START Input for this task

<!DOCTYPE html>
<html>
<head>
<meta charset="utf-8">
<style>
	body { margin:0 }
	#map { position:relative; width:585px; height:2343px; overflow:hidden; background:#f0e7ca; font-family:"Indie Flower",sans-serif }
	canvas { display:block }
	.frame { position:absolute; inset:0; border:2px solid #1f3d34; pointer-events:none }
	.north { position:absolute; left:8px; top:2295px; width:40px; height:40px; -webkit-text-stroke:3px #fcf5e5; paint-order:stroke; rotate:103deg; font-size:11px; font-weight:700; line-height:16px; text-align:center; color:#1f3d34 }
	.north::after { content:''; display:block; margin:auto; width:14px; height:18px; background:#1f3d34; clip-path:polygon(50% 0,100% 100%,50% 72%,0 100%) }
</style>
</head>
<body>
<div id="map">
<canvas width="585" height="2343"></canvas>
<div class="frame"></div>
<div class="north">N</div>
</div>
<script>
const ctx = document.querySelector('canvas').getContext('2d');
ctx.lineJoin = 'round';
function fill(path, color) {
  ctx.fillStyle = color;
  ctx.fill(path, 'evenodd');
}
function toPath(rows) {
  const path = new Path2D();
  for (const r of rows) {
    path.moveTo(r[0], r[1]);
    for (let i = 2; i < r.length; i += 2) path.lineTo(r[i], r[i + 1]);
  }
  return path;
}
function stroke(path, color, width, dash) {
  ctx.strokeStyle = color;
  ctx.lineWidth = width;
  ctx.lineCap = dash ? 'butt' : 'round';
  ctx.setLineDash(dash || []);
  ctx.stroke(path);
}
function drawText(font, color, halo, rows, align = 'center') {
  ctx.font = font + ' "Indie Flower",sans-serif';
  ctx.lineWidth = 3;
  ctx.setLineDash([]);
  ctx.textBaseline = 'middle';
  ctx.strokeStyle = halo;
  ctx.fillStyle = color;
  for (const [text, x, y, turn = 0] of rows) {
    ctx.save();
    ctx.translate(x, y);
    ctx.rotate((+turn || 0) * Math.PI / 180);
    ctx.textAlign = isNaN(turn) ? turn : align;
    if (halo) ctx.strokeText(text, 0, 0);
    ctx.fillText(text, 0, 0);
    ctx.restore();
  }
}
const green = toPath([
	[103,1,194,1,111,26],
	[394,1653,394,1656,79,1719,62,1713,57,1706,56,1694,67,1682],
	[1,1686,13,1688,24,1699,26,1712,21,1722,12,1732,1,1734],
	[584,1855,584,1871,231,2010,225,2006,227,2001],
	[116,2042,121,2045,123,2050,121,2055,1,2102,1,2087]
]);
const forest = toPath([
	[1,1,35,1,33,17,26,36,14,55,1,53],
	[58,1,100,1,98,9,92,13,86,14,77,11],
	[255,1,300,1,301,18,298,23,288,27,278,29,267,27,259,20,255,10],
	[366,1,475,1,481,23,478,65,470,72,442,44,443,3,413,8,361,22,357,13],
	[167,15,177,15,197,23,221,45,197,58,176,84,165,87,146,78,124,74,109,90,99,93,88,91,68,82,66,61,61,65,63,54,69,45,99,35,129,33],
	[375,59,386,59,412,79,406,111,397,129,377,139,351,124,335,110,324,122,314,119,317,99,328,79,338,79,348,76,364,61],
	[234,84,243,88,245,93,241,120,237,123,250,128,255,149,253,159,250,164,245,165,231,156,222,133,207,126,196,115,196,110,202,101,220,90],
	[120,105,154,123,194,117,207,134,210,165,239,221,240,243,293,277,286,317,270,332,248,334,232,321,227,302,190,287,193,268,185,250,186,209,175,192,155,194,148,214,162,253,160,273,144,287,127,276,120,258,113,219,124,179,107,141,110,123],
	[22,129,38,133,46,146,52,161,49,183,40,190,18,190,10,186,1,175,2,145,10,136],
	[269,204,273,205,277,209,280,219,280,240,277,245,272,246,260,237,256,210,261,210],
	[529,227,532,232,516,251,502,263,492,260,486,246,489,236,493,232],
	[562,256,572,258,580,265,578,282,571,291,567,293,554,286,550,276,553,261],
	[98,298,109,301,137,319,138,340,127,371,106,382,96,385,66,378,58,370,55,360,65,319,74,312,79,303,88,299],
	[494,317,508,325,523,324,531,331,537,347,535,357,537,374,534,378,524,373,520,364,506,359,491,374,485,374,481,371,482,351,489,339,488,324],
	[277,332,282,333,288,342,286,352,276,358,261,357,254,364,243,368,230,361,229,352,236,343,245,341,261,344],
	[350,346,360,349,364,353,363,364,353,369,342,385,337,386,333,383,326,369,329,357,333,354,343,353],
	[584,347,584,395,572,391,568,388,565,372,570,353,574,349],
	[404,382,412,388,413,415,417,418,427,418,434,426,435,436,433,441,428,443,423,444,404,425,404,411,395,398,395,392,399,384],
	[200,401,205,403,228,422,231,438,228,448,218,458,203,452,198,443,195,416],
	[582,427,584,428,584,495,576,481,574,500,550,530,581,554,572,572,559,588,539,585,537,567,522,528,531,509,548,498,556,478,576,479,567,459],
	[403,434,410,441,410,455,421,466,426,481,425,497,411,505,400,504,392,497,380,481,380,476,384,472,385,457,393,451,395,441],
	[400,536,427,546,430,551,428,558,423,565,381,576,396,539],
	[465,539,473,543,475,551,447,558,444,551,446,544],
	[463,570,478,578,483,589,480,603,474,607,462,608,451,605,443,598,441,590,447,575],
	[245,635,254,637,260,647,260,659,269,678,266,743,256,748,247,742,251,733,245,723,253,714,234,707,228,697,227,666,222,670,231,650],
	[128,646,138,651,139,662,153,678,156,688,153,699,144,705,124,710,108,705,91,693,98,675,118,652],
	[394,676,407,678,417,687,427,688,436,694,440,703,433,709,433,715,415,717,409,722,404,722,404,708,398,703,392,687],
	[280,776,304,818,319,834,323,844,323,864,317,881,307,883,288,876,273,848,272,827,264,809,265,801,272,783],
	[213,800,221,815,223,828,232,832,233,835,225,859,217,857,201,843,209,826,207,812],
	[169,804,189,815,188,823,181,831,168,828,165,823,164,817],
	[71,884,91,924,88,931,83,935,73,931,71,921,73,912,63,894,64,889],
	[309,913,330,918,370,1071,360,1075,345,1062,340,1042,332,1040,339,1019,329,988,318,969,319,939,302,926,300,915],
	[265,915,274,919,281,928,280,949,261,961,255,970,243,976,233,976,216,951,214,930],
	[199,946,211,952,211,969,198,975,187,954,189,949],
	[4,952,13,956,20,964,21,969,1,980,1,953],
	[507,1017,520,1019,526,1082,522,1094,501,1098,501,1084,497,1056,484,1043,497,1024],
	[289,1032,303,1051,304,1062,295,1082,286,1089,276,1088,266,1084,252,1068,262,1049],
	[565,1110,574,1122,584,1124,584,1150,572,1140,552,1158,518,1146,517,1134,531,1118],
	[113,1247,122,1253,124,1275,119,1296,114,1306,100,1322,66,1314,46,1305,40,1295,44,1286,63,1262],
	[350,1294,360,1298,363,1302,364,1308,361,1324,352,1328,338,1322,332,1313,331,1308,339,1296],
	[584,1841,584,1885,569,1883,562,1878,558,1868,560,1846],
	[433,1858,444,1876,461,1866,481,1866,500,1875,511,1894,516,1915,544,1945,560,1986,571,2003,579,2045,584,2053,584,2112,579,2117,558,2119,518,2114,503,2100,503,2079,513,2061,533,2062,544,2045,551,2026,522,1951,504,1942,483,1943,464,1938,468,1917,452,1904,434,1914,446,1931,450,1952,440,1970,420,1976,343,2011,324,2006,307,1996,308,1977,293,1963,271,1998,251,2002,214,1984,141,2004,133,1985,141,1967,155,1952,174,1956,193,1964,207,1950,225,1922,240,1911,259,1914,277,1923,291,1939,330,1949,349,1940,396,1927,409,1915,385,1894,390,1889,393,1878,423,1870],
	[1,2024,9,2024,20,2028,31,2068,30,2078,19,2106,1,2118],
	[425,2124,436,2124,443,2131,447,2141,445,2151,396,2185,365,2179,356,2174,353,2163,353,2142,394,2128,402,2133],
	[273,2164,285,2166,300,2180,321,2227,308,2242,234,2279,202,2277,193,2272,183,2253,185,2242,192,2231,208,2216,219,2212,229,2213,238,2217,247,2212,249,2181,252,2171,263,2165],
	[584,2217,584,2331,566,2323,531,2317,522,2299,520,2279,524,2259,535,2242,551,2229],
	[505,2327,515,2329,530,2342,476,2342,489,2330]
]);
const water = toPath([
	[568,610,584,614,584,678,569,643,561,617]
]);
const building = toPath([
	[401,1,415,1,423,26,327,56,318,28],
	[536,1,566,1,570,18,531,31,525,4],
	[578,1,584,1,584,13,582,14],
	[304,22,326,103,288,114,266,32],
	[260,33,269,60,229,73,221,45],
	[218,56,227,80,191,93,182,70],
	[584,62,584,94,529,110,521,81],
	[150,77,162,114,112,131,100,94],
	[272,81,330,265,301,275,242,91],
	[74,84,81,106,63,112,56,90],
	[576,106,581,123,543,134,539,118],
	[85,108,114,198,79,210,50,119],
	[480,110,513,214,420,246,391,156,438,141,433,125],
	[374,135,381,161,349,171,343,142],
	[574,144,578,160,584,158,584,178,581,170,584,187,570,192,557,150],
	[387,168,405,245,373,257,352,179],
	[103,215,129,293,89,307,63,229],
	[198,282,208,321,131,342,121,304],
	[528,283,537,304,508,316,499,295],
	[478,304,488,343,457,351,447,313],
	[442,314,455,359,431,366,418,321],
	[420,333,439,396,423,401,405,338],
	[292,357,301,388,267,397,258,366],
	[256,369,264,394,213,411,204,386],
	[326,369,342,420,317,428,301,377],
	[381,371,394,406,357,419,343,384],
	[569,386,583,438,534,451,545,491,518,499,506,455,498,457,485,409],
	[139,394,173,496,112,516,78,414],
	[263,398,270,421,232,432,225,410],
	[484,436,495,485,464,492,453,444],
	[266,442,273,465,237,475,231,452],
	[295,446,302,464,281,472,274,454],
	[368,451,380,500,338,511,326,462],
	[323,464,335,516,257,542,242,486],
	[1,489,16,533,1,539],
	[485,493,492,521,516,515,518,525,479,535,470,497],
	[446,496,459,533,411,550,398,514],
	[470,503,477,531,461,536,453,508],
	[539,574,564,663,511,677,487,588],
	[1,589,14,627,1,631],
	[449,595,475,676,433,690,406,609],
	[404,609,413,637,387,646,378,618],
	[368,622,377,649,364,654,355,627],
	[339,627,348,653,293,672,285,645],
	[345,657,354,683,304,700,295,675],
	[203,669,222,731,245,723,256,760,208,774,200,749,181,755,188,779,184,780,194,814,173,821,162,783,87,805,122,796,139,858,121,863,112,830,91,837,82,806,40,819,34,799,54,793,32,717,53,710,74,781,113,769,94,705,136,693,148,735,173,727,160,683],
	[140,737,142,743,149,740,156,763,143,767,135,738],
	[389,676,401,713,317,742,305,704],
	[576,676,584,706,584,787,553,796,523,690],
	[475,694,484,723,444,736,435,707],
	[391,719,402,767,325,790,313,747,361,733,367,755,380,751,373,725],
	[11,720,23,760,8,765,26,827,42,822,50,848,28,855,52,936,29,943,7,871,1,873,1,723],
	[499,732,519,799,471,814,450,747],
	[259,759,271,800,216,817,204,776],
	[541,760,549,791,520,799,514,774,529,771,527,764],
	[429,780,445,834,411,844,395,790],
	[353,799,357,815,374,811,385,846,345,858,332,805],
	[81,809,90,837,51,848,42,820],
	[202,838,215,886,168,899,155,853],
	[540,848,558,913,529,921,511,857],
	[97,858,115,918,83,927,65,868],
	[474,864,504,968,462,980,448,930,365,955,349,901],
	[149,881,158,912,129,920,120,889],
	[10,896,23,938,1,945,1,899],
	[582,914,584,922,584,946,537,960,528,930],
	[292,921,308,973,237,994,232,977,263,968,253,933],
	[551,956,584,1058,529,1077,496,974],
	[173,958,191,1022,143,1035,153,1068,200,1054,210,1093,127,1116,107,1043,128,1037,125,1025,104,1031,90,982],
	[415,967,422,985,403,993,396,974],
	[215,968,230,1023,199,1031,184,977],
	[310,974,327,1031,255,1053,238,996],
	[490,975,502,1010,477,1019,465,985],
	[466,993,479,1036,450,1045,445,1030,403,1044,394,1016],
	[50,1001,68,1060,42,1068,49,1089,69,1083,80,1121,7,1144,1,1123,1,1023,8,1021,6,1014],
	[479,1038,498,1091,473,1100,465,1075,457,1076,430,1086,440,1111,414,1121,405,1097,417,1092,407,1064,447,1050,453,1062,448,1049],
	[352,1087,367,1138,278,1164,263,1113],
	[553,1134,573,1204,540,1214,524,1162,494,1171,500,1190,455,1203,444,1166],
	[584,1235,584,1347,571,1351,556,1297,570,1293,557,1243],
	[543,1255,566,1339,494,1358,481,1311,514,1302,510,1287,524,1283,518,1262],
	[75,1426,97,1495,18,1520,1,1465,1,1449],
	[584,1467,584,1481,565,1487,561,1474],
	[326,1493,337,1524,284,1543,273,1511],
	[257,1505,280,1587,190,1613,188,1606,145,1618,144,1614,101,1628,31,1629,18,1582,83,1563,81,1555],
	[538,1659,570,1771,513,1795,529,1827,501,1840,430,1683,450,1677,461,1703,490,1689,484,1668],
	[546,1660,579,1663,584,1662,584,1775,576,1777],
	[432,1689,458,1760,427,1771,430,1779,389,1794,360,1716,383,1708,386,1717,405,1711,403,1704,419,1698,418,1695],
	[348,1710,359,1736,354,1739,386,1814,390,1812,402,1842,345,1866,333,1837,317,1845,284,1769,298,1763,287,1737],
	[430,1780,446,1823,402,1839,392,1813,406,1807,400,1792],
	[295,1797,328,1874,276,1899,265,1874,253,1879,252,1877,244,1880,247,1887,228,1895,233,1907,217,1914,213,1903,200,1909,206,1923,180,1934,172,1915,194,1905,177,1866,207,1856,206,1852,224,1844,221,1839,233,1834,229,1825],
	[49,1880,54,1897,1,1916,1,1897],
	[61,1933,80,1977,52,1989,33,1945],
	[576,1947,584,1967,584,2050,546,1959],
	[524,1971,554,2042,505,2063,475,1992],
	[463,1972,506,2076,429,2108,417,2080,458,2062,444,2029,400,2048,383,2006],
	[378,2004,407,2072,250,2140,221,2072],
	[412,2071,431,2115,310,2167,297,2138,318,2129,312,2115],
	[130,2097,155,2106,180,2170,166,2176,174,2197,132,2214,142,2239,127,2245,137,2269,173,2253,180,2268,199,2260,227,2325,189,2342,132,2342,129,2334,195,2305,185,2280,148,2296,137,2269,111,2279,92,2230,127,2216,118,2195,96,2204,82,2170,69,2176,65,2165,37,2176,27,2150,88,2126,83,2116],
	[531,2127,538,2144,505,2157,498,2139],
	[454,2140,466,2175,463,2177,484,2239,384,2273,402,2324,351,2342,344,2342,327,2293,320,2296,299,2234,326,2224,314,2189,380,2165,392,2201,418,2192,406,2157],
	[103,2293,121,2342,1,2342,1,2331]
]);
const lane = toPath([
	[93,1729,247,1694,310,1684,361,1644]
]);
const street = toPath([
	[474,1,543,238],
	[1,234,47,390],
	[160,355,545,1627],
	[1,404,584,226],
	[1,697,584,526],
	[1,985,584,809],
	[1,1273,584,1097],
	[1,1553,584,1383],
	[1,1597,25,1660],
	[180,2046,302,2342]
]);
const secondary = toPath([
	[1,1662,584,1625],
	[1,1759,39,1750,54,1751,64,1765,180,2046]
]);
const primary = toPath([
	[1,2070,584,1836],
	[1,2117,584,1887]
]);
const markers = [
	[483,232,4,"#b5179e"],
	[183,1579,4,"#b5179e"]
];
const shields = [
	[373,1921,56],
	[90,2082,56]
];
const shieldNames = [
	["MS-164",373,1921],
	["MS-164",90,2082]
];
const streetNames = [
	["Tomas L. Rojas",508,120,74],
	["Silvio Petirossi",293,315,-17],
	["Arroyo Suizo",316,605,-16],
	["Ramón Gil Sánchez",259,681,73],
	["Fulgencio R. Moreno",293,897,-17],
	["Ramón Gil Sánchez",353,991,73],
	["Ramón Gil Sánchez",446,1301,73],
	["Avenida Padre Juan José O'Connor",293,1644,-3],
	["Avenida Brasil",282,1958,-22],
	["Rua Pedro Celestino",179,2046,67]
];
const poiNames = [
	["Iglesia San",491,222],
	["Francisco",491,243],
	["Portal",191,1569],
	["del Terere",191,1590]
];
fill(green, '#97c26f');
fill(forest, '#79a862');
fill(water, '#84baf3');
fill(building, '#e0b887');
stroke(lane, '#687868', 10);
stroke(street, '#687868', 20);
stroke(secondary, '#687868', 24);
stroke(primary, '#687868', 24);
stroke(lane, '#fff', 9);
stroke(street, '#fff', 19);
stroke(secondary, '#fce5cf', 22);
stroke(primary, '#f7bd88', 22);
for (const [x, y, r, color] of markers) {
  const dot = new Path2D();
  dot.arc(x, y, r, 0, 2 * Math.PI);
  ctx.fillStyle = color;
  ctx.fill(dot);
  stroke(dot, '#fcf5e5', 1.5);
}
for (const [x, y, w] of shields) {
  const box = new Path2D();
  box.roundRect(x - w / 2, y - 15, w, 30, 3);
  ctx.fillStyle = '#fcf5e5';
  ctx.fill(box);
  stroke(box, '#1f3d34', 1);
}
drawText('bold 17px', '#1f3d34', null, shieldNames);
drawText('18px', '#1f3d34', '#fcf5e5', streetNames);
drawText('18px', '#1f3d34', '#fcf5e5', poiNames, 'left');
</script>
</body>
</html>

END Input for this task

[Exercise instructions]: What is needed here is how many lines of the entries contain "setLineDash"; give that number alone.

[Answer]: 2